Kurzkonzept - Haus Auguste

In der demografischen Entwicklung der Bevölkerung wird in den nächsten Jahren ein dramatischer Anstieg des Anteiles von dementiell erkrankten Menschen erwartet. Schon heute leben in Deutschland etwa 1,2 Millionen Menschen mit einer unheilbaren Demenz.

Pflegende Angehörige, die heute in der häuslichen Umgebung etwa 75% der Betreuungsleistung übernehmen, werden dies durch veränderte Familien- und Erwerbsstrukturen zukünftig vermutlich nicht mehr im gleichen Maße leisten können.

Es existieren zurzeit nur wenige, spezialisierte Einrichtungen für demente ältere Menschen.
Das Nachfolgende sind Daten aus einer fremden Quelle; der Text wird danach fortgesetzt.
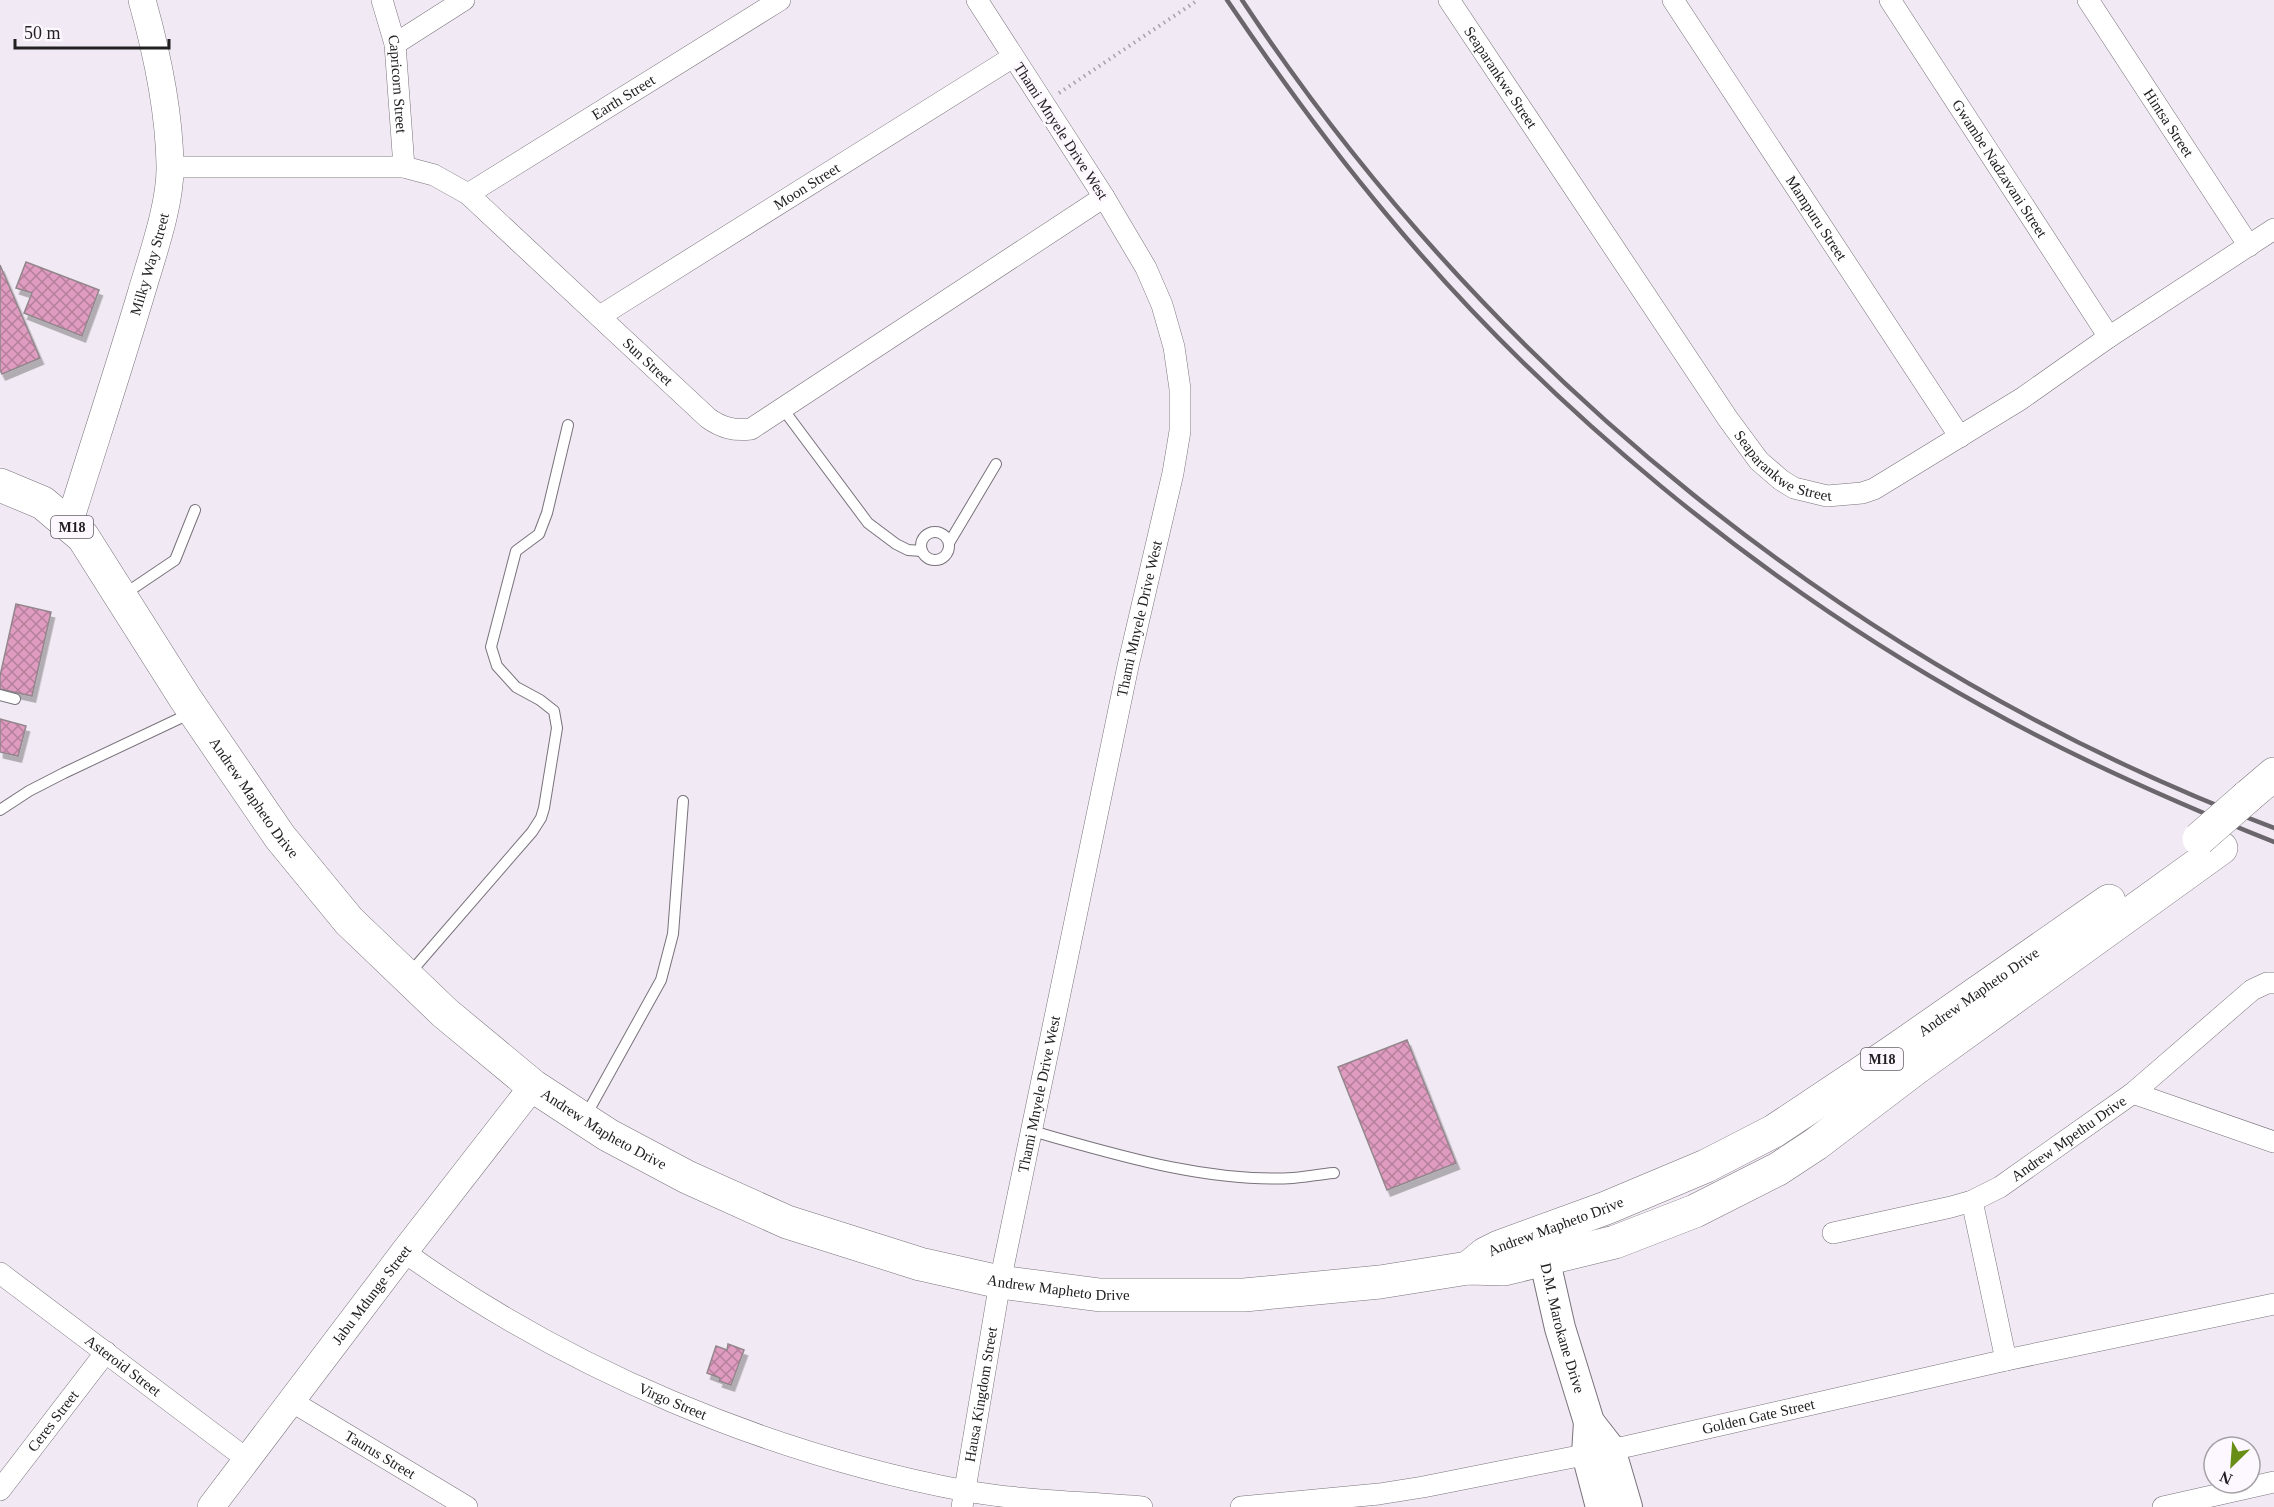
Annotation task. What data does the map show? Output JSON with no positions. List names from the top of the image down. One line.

Ca. 50% der in den etwa 8 300 stationären Altenpflegeeinrichtungen in Deutschland lebenden BewohnerInnen sind an einer Demenz erkrankt.

Eigene, aber auch die Erfahrungen anderer Einrichtungen, sprechen für eine homogene Belegung eines solchen Hauses ausschließlich mit dementiell erkrankten Personen.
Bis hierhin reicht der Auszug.